Cobbler web (probably not the latest) uses Django and since version 1.5 (IIUC) if your IP is not in an allowed host directive – ALLOWED_HOSTS you will get 400 and the following apache errors:

[Mon Jan 14 13:44:27.805290 2019] [wsgi:error] [pid 5897:tid 139760386561792] [remote 192.168.0.250:44685] mod_wsgi (pid=5897): Exception occurred processing WSGI script '/usr/share/cobbler/web/cobbler.wsgi'.
.....
.....
[Mon Jan 14 13:44:27.805743 2019] [wsgi:error] [pid 5897:tid 139760386561792] [remote 192.168.0.250:44685] DisallowedHost: Invalid HTTP_HOST header: '192.168.0.25'. You may need to add u'192.168.0.25' to ALLOWED_HOSTS.

The solution is simple enough – add your host in the ALLOWED_HOSTS.

But where? In which cobbler configuration file?

Find the cobbler web setting file and add a line for ALLOWED_HOSTS.
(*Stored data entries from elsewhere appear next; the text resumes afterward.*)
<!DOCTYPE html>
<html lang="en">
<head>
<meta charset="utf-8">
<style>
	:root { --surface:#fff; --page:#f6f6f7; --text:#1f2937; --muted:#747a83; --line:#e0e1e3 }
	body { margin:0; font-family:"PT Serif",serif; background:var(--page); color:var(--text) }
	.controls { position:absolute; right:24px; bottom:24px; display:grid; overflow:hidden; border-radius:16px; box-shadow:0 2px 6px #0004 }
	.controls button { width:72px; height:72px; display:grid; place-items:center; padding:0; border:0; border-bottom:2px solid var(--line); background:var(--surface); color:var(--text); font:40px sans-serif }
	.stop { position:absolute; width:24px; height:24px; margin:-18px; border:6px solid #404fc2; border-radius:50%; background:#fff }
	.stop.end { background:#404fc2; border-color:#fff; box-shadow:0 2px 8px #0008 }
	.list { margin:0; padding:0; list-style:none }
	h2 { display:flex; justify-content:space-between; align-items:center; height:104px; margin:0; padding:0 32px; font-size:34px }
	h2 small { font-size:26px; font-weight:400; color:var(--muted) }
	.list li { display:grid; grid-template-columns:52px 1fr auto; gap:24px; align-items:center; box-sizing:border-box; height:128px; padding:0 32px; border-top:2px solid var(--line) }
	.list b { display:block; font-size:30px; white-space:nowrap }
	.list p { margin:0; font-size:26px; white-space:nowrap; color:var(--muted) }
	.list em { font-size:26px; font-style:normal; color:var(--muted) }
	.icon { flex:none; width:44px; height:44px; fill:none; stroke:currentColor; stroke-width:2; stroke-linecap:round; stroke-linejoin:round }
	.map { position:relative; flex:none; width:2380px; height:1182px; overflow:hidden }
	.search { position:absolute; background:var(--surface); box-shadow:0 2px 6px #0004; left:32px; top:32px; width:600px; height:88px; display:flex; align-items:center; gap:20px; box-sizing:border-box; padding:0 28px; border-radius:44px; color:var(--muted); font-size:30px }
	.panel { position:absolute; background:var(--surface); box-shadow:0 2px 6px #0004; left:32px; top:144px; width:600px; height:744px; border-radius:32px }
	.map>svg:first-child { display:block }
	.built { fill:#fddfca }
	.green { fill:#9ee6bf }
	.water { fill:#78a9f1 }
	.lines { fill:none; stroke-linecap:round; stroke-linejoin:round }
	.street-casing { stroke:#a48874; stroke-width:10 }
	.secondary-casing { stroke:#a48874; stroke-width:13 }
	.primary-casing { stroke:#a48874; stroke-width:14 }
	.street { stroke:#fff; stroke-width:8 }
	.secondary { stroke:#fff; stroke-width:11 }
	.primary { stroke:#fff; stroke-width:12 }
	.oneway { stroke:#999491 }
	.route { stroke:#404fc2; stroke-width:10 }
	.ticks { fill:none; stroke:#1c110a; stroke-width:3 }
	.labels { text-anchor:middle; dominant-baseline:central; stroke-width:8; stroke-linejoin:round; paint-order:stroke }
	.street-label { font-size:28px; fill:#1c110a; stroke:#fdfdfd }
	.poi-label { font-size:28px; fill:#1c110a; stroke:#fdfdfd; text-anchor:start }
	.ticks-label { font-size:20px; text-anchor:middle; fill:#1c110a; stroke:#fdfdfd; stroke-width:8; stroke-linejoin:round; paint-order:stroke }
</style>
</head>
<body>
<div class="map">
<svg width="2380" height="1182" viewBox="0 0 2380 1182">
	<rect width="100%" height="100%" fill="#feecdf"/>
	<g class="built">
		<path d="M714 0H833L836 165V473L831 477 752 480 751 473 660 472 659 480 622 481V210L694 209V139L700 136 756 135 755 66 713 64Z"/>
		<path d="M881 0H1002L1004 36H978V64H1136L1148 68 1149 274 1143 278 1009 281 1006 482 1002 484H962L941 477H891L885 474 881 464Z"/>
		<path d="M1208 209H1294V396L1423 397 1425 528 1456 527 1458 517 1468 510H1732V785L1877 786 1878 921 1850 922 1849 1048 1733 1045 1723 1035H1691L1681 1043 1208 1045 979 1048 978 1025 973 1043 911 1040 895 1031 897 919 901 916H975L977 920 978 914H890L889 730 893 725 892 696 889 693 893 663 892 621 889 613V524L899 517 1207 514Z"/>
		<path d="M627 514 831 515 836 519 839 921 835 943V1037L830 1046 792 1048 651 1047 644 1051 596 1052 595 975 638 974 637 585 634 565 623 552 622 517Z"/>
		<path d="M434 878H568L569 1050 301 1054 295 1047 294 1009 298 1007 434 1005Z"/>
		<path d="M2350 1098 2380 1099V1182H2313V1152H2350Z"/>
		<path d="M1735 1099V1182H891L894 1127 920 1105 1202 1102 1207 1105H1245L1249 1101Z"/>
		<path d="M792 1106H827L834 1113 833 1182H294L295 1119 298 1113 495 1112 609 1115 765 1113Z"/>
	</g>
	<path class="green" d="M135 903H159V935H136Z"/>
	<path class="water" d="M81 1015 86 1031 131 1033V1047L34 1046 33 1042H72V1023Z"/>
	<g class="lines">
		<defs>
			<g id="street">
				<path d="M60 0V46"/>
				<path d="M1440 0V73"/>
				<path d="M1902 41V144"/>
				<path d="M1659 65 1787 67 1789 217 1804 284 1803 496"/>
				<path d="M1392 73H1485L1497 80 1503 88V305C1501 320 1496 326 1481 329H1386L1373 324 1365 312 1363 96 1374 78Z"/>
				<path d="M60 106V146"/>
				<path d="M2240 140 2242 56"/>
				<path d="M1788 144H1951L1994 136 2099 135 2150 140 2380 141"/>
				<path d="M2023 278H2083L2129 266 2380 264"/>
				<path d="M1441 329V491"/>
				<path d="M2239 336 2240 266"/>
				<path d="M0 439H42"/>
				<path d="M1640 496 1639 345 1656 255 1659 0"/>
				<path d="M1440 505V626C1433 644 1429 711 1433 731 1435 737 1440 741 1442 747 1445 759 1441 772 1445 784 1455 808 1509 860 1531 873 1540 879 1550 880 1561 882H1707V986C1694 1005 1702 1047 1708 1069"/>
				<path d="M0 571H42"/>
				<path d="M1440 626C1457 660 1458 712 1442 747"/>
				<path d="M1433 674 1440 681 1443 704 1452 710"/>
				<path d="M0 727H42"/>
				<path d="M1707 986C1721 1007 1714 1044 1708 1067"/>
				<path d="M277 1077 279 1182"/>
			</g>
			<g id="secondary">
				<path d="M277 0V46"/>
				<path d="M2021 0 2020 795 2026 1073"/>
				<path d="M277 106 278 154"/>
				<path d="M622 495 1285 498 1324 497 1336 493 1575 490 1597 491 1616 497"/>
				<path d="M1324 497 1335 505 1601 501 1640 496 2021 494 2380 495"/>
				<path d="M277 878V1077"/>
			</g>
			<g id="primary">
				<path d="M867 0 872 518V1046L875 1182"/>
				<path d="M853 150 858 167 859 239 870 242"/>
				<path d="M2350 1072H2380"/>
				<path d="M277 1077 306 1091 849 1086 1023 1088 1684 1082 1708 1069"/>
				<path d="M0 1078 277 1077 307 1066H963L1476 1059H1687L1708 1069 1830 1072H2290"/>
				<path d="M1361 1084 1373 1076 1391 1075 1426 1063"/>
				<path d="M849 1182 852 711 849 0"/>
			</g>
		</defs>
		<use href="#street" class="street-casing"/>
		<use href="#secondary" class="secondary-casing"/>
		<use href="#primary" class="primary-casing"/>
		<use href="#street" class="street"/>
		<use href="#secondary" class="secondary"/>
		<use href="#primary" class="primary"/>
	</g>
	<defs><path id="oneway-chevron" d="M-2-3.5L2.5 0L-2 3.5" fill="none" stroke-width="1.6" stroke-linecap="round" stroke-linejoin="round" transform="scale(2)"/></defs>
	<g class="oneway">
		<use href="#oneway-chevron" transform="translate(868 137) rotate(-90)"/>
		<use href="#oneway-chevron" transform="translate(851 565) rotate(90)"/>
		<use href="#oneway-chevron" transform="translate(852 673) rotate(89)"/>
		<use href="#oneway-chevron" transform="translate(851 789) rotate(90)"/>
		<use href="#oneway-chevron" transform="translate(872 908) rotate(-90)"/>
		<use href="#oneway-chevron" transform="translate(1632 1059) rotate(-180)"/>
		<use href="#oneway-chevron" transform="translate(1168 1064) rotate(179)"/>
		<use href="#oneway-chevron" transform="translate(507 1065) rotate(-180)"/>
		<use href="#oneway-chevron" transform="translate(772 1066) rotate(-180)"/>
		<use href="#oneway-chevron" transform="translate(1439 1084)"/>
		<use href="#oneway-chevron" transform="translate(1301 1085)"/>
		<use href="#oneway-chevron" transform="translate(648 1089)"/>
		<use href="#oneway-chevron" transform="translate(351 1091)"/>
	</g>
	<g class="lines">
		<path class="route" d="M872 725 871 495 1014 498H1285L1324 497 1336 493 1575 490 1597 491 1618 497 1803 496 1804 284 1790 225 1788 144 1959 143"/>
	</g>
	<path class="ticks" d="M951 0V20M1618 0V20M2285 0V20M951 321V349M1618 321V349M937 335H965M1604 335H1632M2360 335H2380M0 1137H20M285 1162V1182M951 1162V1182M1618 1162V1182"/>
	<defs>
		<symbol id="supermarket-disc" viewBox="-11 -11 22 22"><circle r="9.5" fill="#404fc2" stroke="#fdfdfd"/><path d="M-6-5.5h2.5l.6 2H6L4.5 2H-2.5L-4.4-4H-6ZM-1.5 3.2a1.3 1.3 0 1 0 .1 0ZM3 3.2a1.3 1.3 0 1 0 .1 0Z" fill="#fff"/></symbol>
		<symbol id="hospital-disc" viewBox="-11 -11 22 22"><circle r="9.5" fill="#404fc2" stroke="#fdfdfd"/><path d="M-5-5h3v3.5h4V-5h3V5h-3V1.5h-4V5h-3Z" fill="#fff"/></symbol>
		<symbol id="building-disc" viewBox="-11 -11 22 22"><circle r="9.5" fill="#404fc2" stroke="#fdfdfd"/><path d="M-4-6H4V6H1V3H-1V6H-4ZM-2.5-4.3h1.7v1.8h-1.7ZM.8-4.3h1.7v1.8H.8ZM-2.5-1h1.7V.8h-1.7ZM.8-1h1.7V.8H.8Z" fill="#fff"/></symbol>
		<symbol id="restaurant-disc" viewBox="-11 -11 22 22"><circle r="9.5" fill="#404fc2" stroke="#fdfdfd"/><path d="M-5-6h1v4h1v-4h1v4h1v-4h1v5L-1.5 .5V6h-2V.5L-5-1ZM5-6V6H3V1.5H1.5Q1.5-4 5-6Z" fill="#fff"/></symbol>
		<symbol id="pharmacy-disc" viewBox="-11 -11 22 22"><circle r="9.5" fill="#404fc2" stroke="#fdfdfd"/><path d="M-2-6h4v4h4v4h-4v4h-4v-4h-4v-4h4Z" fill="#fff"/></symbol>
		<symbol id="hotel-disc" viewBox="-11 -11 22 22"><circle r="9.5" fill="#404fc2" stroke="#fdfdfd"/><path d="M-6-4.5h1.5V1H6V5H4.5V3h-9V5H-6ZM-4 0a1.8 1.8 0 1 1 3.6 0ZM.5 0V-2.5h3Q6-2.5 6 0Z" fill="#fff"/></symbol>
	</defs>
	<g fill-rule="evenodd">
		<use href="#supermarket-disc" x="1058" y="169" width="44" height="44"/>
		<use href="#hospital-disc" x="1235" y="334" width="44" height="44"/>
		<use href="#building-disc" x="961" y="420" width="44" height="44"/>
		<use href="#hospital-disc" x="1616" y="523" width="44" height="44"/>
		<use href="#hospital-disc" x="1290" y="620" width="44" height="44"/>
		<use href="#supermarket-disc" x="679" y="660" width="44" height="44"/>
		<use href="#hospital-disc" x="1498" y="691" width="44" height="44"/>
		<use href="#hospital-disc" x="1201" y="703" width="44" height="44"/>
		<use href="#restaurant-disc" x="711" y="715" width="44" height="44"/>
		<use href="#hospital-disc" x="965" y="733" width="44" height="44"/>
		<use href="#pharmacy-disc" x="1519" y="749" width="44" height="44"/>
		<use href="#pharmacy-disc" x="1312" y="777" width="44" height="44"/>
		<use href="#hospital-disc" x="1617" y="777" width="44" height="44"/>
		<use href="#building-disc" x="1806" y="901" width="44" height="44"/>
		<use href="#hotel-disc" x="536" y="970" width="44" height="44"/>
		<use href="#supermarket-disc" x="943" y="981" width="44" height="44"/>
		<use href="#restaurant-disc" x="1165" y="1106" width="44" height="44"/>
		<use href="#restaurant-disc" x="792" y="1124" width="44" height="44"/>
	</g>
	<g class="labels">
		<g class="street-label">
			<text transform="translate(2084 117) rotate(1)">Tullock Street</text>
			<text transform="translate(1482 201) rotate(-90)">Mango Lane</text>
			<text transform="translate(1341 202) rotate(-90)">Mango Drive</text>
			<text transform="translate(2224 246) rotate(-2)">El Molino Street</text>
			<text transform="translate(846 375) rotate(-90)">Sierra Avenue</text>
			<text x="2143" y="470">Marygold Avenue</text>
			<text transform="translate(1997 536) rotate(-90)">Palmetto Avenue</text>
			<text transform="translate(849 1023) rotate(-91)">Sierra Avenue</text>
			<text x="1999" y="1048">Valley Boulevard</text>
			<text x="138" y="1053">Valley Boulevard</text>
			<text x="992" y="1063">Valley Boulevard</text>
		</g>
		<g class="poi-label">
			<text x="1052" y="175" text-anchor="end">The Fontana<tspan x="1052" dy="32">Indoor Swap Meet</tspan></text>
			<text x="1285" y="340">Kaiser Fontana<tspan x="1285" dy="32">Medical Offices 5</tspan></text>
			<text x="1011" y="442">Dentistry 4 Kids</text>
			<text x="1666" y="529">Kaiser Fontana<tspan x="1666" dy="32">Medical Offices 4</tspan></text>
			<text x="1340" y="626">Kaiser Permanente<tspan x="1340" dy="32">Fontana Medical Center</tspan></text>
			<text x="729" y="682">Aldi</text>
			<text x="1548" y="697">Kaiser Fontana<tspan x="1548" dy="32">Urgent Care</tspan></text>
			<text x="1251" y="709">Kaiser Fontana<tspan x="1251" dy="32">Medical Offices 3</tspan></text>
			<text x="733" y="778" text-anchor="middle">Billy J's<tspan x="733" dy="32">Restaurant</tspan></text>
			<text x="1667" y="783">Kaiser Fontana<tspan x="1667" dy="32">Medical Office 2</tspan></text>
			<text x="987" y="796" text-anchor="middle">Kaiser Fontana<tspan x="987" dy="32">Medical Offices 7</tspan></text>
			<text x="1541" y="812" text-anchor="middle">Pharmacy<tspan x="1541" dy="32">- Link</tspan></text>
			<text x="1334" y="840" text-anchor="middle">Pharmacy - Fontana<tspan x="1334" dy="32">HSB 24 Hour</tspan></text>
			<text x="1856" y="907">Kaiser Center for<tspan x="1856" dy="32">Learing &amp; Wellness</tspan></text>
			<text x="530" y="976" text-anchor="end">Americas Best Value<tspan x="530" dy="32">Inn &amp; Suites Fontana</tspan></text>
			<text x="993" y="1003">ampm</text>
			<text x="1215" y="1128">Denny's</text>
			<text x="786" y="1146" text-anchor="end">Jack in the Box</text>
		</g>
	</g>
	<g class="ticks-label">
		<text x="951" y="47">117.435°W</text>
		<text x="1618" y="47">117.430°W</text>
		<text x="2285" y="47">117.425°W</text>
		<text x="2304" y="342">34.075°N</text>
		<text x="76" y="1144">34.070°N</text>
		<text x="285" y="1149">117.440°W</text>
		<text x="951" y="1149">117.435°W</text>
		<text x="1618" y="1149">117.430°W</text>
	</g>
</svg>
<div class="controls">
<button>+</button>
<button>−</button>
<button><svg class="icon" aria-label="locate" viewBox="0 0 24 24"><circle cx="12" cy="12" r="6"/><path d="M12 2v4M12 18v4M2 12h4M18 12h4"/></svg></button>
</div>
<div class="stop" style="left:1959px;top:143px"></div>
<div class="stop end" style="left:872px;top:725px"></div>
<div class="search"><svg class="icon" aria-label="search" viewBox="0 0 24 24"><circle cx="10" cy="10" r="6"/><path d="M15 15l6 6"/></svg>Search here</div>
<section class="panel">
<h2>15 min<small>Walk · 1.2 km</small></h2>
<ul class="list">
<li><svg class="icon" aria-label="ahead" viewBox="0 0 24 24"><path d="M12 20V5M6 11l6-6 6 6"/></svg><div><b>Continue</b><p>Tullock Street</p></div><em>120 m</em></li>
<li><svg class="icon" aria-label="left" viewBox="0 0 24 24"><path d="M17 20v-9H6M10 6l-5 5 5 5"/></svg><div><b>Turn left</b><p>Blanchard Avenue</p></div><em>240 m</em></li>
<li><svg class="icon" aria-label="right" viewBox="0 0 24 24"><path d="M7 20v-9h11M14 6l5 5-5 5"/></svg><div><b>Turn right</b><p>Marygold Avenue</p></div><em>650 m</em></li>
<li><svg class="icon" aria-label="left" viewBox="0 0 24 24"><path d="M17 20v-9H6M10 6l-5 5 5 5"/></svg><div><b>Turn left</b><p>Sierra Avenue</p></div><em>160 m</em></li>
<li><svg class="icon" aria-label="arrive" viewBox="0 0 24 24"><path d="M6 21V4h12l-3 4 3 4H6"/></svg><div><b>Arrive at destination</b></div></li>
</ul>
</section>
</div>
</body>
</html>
In Ubuntu the file is “/usr/share/cobbler/web/settings.py” and add the following:

DEBUG = True
TEMPLATE_DEBUG = DEBUG

ALLOWED_HOSTS = '*'

ADMINS = (
    # ('Your Name', 'your_email@domain.com'),
)

This will instruct Django to accept requests from all IPs. Now Cobbler web will work.

The whole output error in the apache logs

The error could be seen in Cobbler web installed in Ubuntu 16 with the latest package cobbler-web 2.4.1-0ubuntu2.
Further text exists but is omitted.